__AIM OF THE TASK__
Where in the data below does the word "labels" appear? Copy every line that has it.

__EXCERPTED DATA__
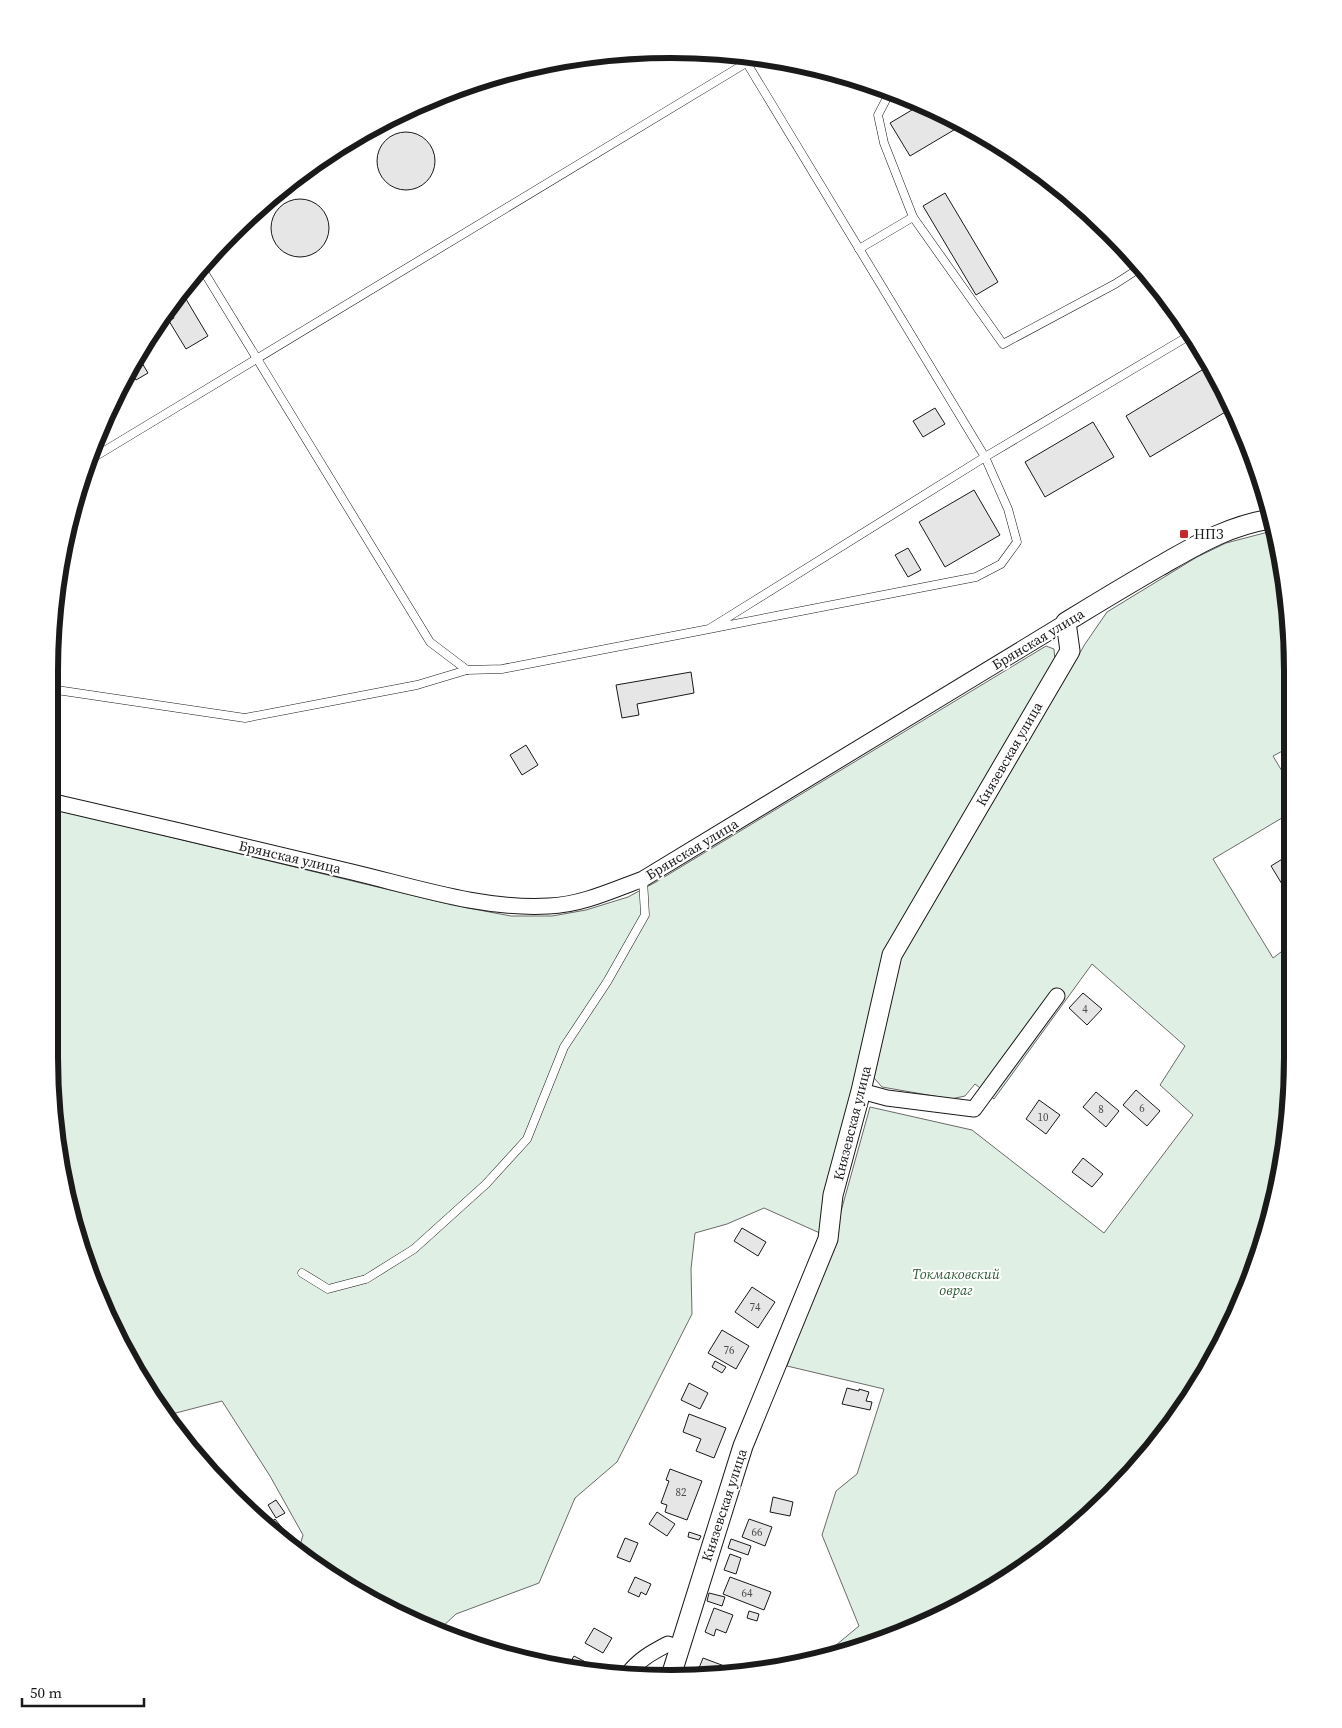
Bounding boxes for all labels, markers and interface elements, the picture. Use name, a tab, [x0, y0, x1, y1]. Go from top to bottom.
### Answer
place label: НПЗ	[1194, 524, 1224, 544]
marker: НПЗ	[1178, 528, 1190, 540]
street label: Брянская улица	[988, 603, 1089, 674]
street label: Князевская улица	[971, 697, 1047, 810]
street label: Брянская улица	[642, 813, 743, 884]
street label: Брянская улица	[237, 836, 344, 879]
house number: 4	[1082, 1002, 1088, 1017]
street label: Князевская улица	[828, 1063, 876, 1182]
house number: 6	[1139, 1101, 1145, 1116]
house number: 8	[1098, 1102, 1104, 1117]
house number: 10	[1038, 1110, 1049, 1125]
park label: Токмаковский овраг	[912, 1264, 1000, 1300]
house number: 74	[750, 1300, 761, 1315]
house number: 76	[724, 1343, 735, 1358]
street label: Князевская улица	[696, 1445, 752, 1564]
house number: 82	[676, 1485, 687, 1500]
house number: 66	[752, 1525, 763, 1540]
house number: 64	[742, 1586, 753, 1601]
scale bar	[22, 1676, 145, 1708]
text: 50 m	[30, 1682, 62, 1703]

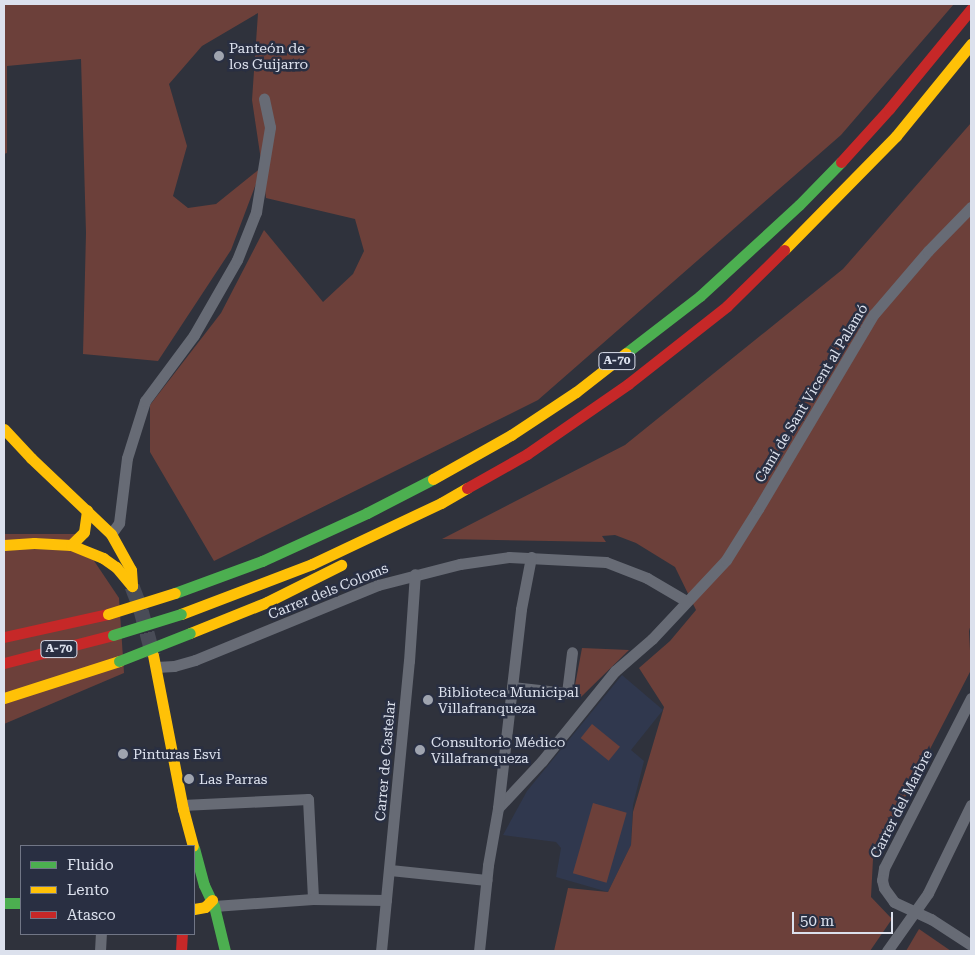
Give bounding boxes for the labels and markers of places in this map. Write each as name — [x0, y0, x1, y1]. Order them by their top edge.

__WORKED SOLUTION__
Bounding boxes for all labels, markers and interface elements, the picture. Use name, a tab, [x0, y0, x1, y1]. Go from top to bottom.
Give bounding boxes for the labels and markers of places in this map. Write each as name — [x0, y0, x1, y1]. Order them by their top edge.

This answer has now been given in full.